# Task brief:
Given the records below, pull every line with the word "bottom" into the answer.

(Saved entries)
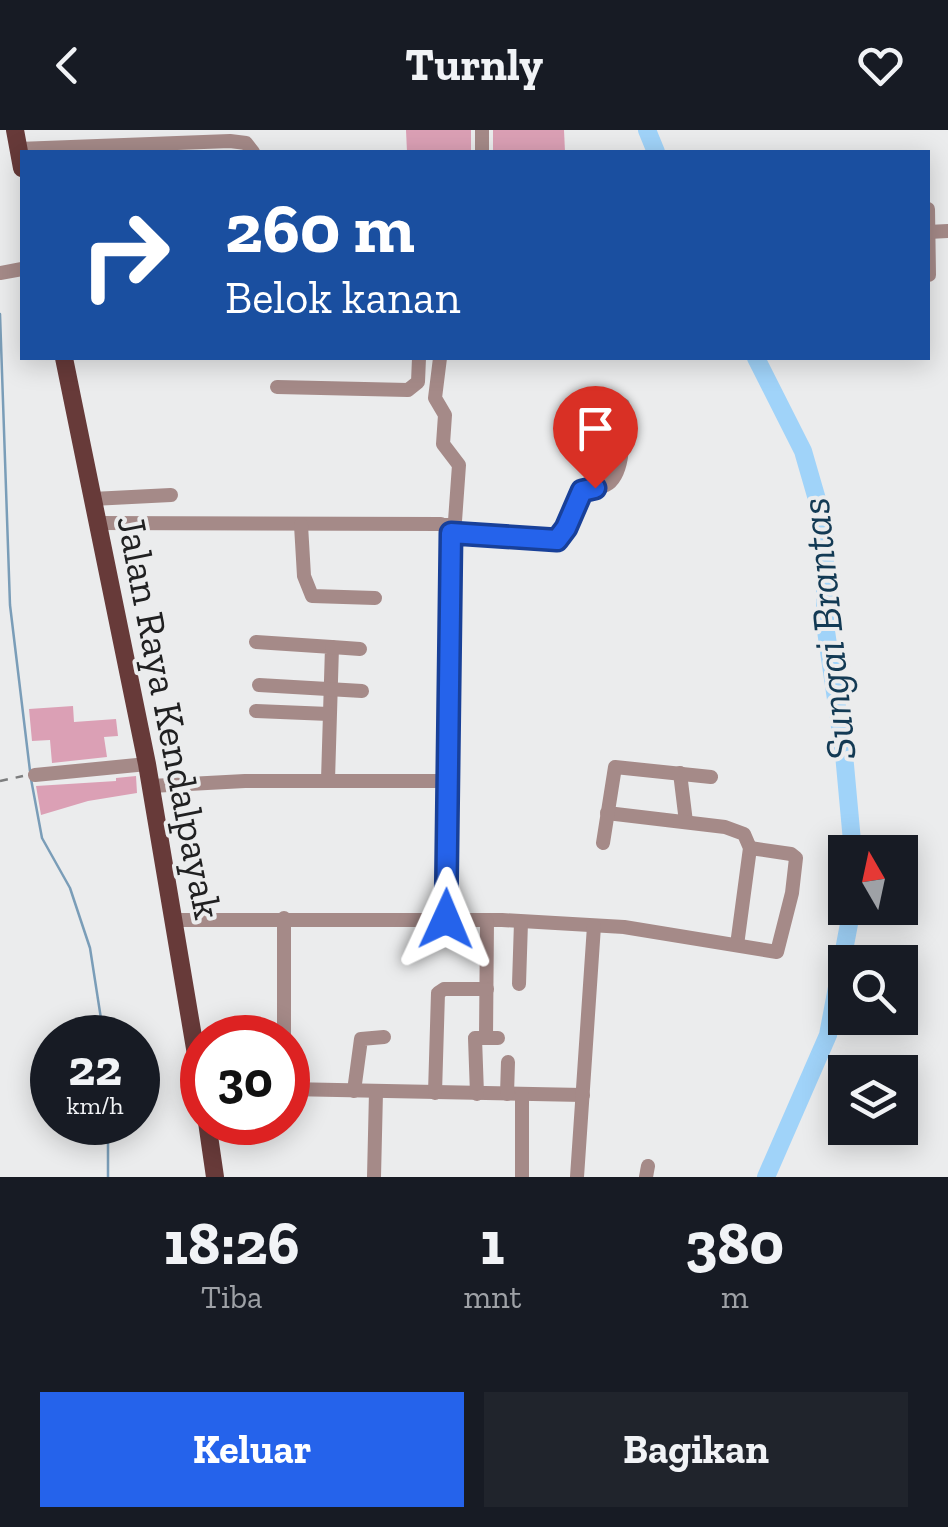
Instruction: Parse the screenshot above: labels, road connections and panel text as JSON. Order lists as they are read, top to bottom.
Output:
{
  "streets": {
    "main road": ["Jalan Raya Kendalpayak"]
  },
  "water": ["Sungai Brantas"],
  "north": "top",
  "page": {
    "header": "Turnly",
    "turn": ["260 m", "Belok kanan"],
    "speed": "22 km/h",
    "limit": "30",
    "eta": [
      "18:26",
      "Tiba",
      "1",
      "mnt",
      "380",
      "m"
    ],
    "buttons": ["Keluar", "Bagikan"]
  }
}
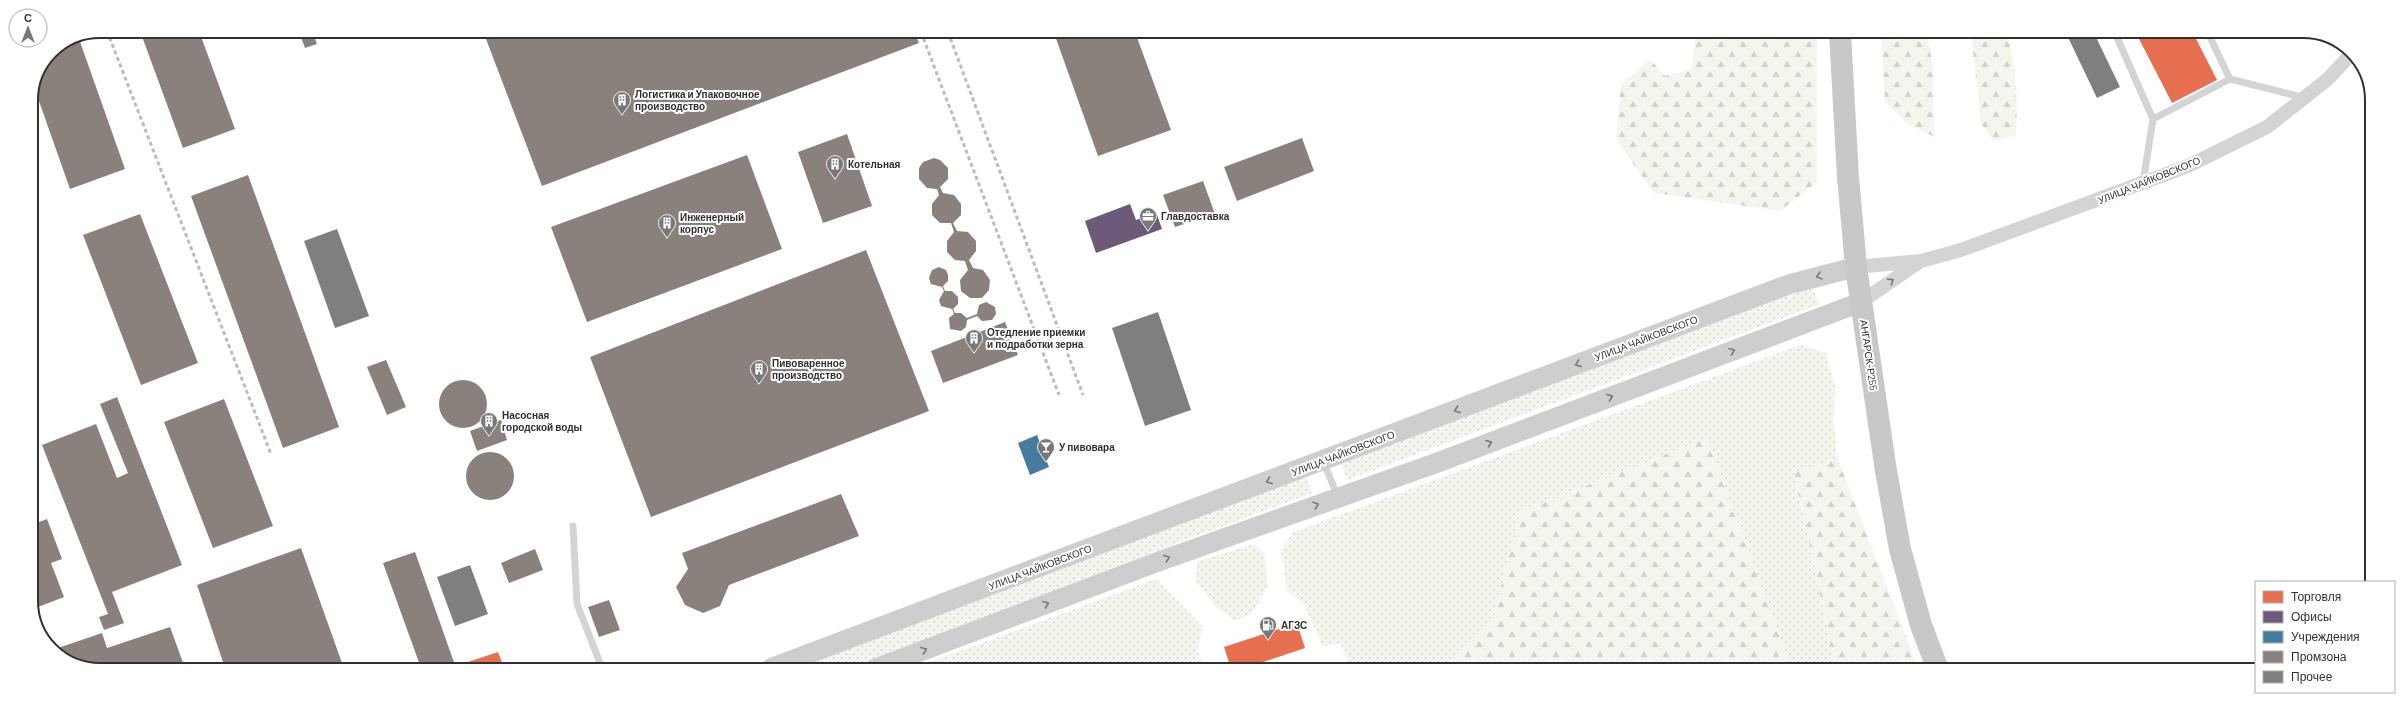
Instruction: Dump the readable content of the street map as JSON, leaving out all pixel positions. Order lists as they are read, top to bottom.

# Response box:
Instruction: Parse the screenshot above: labels, road connections and panel text as JSON. Order lists as they are read, top to bottom.
Instruction: Dump the readable content of the street map as JSON, leaving out all pixel positions. Order lists as they are read, top to bottom.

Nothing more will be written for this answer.